=== TASK DATA ===
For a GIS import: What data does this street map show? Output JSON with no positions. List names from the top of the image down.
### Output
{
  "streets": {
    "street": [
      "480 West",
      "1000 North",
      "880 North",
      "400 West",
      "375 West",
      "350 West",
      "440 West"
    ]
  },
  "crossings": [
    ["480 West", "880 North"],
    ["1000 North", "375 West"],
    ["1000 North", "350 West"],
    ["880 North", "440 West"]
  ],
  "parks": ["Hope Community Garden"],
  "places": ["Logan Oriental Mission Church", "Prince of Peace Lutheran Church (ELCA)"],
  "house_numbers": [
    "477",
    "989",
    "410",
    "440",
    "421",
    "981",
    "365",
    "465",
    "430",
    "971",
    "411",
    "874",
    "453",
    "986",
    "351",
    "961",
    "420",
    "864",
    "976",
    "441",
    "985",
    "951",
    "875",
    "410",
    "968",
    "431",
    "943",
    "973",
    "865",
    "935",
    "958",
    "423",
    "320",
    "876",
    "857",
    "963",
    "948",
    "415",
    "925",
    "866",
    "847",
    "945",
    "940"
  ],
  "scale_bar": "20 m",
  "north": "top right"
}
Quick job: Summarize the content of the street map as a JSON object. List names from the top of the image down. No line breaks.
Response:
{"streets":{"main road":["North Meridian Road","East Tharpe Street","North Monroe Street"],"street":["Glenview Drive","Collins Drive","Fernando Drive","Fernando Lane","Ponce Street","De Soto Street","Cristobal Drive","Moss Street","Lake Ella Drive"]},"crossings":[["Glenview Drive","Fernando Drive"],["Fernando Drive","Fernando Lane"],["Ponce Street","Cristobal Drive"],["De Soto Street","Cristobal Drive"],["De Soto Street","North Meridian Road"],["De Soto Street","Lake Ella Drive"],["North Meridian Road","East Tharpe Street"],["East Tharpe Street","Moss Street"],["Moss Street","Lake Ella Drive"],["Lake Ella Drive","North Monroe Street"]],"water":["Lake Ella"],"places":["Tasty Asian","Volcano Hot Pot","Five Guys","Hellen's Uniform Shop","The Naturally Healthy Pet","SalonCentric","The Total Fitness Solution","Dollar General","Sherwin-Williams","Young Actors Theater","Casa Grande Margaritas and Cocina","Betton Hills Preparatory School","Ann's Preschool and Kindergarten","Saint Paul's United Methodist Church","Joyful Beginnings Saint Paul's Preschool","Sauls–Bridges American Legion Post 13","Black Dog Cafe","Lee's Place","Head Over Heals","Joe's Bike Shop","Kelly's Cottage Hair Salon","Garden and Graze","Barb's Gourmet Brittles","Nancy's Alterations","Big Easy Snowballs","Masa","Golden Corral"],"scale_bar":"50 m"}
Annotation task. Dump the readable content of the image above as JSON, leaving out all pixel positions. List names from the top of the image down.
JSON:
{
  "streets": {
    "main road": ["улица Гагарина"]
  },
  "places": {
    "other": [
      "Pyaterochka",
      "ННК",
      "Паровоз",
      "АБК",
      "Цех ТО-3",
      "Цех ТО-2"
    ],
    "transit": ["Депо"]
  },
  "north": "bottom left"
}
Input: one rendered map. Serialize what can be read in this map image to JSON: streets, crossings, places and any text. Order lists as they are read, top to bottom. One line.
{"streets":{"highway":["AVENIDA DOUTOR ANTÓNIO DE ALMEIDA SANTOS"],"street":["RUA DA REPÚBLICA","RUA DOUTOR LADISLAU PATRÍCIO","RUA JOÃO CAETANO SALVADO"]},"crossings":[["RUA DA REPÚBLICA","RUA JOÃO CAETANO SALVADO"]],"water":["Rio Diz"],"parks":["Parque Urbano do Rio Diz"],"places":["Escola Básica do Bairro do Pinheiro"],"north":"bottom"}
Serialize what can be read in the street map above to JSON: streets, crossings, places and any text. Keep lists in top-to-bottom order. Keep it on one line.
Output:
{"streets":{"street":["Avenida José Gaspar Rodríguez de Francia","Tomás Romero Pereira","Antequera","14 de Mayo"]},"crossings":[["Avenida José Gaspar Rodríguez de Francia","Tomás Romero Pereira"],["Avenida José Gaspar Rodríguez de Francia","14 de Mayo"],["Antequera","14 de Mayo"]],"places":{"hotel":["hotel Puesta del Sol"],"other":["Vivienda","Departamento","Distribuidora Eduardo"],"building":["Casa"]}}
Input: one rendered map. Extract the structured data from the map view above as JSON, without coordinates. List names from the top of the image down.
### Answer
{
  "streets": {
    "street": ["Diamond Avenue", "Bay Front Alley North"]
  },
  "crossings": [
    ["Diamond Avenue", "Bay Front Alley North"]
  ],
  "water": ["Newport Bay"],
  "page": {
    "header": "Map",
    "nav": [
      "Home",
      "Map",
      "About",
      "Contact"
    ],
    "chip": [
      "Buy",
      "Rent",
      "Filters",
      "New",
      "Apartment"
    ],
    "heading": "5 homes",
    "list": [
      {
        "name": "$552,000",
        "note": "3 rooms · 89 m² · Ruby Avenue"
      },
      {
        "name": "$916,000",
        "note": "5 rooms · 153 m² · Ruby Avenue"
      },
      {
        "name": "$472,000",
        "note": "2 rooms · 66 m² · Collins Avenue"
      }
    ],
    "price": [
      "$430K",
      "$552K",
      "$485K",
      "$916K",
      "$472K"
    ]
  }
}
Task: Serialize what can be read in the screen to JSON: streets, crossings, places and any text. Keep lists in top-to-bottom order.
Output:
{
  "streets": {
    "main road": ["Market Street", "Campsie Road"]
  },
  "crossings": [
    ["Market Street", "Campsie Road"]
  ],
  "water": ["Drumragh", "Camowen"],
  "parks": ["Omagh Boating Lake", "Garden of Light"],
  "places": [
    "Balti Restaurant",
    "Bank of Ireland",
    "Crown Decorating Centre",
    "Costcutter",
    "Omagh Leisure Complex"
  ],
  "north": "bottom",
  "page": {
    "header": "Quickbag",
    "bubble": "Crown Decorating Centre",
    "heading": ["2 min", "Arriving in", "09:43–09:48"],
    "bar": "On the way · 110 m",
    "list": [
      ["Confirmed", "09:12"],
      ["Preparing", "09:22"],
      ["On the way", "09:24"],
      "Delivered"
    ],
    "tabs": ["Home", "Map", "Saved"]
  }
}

=== TASK GOAL ===
Restate the whole of the material exactly.

=== COMPLETED TASK ===
For a GIS import: What data does this street map show? Output JSON with no positions. List names from the top of the image down.
### Output
{
  "streets": {
    "street": [
      "480 West",
      "1000 North",
      "880 North",
      "400 West",
      "375 West",
      "350 West",
      "440 West"
    ]
  },
  "crossings": [
    ["480 West", "880 North"],
    ["1000 North", "375 West"],
    ["1000 North", "350 West"],
    ["880 North", "440 West"]
  ],
  "parks": ["Hope Community Garden"],
  "places": ["Logan Oriental Mission Church", "Prince of Peace Lutheran Church (ELCA)"],
  "house_numbers": [
    "477",
    "989",
    "410",
    "440",
    "421",
    "981",
    "365",
    "465",
    "430",
    "971",
    "411",
    "874",
    "453",
    "986",
    "351",
    "961",
    "420",
    "864",
    "976",
    "441",
    "985",
    "951",
    "875",
    "410",
    "968",
    "431",
    "943",
    "973",
    "865",
    "935",
    "958",
    "423",
    "320",
    "876",
    "857",
    "963",
    "948",
    "415",
    "925",
    "866",
    "847",
    "945",
    "940"
  ],
  "scale_bar": "20 m",
  "north": "top right"
}
Quick job: Summarize the content of the street map as a JSON object. List names from the top of the image down. No line breaks.
Response:
{"streets":{"main road":["North Meridian Road","East Tharpe Street","North Monroe Street"],"street":["Glenview Drive","Collins Drive","Fernando Drive","Fernando Lane","Ponce Street","De Soto Street","Cristobal Drive","Moss Street","Lake Ella Drive"]},"crossings":[["Glenview Drive","Fernando Drive"],["Fernando Drive","Fernando Lane"],["Ponce Street","Cristobal Drive"],["De Soto Street","Cristobal Drive"],["De Soto Street","North Meridian Road"],["De Soto Street","Lake Ella Drive"],["North Meridian Road","East Tharpe Street"],["East Tharpe Street","Moss Street"],["Moss Street","Lake Ella Drive"],["Lake Ella Drive","North Monroe Street"]],"water":["Lake Ella"],"places":["Tasty Asian","Volcano Hot Pot","Five Guys","Hellen's Uniform Shop","The Naturally Healthy Pet","SalonCentric","The Total Fitness Solution","Dollar General","Sherwin-Williams","Young Actors Theater","Casa Grande Margaritas and Cocina","Betton Hills Preparatory School","Ann's Preschool and Kindergarten","Saint Paul's United Methodist Church","Joyful Beginnings Saint Paul's Preschool","Sauls–Bridges American Legion Post 13","Black Dog Cafe","Lee's Place","Head Over Heals","Joe's Bike Shop","Kelly's Cottage Hair Salon","Garden and Graze","Barb's Gourmet Brittles","Nancy's Alterations","Big Easy Snowballs","Masa","Golden Corral"],"scale_bar":"50 m"}
Annotation task. Dump the readable content of the image above as JSON, leaving out all pixel positions. List names from the top of the image down.
JSON:
{
  "streets": {
    "main road": ["улица Гагарина"]
  },
  "places": {
    "other": [
      "Pyaterochka",
      "ННК",
      "Паровоз",
      "АБК",
      "Цех ТО-3",
      "Цех ТО-2"
    ],
    "transit": ["Депо"]
  },
  "north": "bottom left"
}
Input: one rendered map. Serialize what can be read in this map image to JSON: streets, crossings, places and any text. Order lists as they are read, top to bottom. One line.
{"streets":{"highway":["AVENIDA DOUTOR ANTÓNIO DE ALMEIDA SANTOS"],"street":["RUA DA REPÚBLICA","RUA DOUTOR LADISLAU PATRÍCIO","RUA JOÃO CAETANO SALVADO"]},"crossings":[["RUA DA REPÚBLICA","RUA JOÃO CAETANO SALVADO"]],"water":["Rio Diz"],"parks":["Parque Urbano do Rio Diz"],"places":["Escola Básica do Bairro do Pinheiro"],"north":"bottom"}
Serialize what can be read in the street map above to JSON: streets, crossings, places and any text. Keep lists in top-to-bottom order. Keep it on one line.
Output:
{"streets":{"street":["Avenida José Gaspar Rodríguez de Francia","Tomás Romero Pereira","Antequera","14 de Mayo"]},"crossings":[["Avenida José Gaspar Rodríguez de Francia","Tomás Romero Pereira"],["Avenida José Gaspar Rodríguez de Francia","14 de Mayo"],["Antequera","14 de Mayo"]],"places":{"hotel":["hotel Puesta del Sol"],"other":["Vivienda","Departamento","Distribuidora Eduardo"],"building":["Casa"]}}
Input: one rendered map. Extract the structured data from the map view above as JSON, without coordinates. List names from the top of the image down.
### Answer
{
  "streets": {
    "street": ["Diamond Avenue", "Bay Front Alley North"]
  },
  "crossings": [
    ["Diamond Avenue", "Bay Front Alley North"]
  ],
  "water": ["Newport Bay"],
  "page": {
    "header": "Map",
    "nav": [
      "Home",
      "Map",
      "About",
      "Contact"
    ],
    "chip": [
      "Buy",
      "Rent",
      "Filters",
      "New",
      "Apartment"
    ],
    "heading": "5 homes",
    "list": [
      {
        "name": "$552,000",
        "note": "3 rooms · 89 m² · Ruby Avenue"
      },
      {
        "name": "$916,000",
        "note": "5 rooms · 153 m² · Ruby Avenue"
      },
      {
        "name": "$472,000",
        "note": "2 rooms · 66 m² · Collins Avenue"
      }
    ],
    "price": [
      "$430K",
      "$552K",
      "$485K",
      "$916K",
      "$472K"
    ]
  }
}
Task: Serialize what can be read in the screen to JSON: streets, crossings, places and any text. Keep lists in top-to-bottom order.
Output:
{
  "streets": {
    "main road": ["Market Street", "Campsie Road"]
  },
  "crossings": [
    ["Market Street", "Campsie Road"]
  ],
  "water": ["Drumragh", "Camowen"],
  "parks": ["Omagh Boating Lake", "Garden of Light"],
  "places": [
    "Balti Restaurant",
    "Bank of Ireland",
    "Crown Decorating Centre",
    "Costcutter",
    "Omagh Leisure Complex"
  ],
  "north": "bottom",
  "page": {
    "header": "Quickbag",
    "bubble": "Crown Decorating Centre",
    "heading": ["2 min", "Arriving in", "09:43–09:48"],
    "bar": "On the way · 110 m",
    "list": [
      ["Confirmed", "09:12"],
      ["Preparing", "09:22"],
      ["On the way", "09:24"],
      "Delivered"
    ],
    "tabs": ["Home", "Map", "Saved"]
  }
}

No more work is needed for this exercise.